AbstractA regional meteorology–chemistry model was used to evaluate the impact of battery electric vehicles (BEV) penetration on summer O3 concentrations in Kanto (Japan's most populous region). When all passenger cars shifted to BEVs, daytime ozone (O3) concentrations decreased over a wide area. The reduction of vehicle exhaust reduced O3 in inland suburban areas (NOx‐limited) and the reduction of gasoline fuel evaporation from vehicles and gas stations reduced O3 in urban areas (volatile organic compound (VOC)‐limited). The maximum location of maximum daily 8‐hr average O3 (MDA8hO3) sensitivity (−5%; −5 ppb) was at midway between urban and suburban areas, to which the reduction of exhaust and fuel evaporation contributed equally, respectively. The additional emissions from thermal power plants due to BEV's night‐charging could cause up to ±5% sensitivity to next‐day surface O3 concentrations topically.
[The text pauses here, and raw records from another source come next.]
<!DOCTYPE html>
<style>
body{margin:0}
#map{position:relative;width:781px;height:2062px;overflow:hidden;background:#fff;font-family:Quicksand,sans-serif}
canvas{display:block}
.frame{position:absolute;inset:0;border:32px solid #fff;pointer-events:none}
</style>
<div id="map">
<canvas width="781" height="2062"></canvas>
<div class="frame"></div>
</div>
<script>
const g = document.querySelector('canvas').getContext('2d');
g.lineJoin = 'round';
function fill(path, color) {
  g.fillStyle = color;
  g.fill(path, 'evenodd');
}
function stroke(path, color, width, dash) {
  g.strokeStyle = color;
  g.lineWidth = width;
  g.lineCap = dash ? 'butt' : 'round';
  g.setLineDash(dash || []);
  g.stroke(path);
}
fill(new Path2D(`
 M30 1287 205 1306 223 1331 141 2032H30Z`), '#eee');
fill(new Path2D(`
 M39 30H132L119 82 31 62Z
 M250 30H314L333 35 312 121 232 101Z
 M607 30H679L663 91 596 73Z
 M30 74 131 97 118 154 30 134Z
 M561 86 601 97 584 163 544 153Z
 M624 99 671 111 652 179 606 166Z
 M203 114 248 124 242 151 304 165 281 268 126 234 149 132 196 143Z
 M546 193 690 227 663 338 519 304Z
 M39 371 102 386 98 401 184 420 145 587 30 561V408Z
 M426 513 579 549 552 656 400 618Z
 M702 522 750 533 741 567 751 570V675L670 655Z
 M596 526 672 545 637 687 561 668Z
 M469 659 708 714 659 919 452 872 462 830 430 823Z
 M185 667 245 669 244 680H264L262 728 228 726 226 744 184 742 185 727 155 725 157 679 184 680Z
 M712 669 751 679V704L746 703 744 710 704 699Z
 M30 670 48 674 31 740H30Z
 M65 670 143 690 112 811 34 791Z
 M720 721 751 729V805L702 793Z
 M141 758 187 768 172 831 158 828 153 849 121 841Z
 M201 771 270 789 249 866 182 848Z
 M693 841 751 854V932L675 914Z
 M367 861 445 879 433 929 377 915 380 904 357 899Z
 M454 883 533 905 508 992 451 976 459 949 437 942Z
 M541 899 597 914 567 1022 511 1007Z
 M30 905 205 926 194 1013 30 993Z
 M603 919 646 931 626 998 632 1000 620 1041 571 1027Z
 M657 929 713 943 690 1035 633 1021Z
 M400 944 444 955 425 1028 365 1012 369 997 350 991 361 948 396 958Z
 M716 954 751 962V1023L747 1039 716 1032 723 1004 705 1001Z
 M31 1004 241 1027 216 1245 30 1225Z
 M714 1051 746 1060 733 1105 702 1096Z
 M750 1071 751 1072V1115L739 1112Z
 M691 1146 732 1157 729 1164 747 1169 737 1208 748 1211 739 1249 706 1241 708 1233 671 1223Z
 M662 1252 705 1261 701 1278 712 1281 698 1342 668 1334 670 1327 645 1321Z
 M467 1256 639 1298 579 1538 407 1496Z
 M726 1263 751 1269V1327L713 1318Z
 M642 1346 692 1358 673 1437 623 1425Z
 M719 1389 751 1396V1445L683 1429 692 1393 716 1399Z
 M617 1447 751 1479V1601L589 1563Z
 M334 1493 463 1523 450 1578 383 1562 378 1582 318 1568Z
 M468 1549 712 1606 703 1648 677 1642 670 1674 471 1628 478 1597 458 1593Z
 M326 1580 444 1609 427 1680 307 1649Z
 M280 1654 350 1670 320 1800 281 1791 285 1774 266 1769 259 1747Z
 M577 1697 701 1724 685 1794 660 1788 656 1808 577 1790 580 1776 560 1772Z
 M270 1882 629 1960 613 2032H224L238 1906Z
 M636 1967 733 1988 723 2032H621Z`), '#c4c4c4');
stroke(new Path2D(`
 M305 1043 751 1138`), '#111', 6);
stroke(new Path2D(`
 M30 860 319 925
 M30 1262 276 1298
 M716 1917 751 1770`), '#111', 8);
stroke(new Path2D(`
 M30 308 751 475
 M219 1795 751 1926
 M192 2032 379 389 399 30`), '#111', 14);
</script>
Depending on the O3 sensitivity regime (NOx‐ or VOC‐limited), additional NOx‐rich plumes from rural (urban) power plants tended to increase (decrease) the next day's O3. However, the spatial distribution of the regime varies temporally depending on such as NOx/VOC emission ratios and meteorological conditions. This study indicated that the distribution of negative (positive) O3 sensitivity by NOx‐rich plume is consistent with that of small (large) H2O2/HNO3 concentration ratios, indicating that H2O2/HNO3 works well as an indicator to discriminate O3 sensitivity regimes. Utilization of the H2O2/HNO3 indicator would enable regime distribution predictions without sensitivity simulations with varying NOx and VOC emissions, which would contribute to reducing computational costs.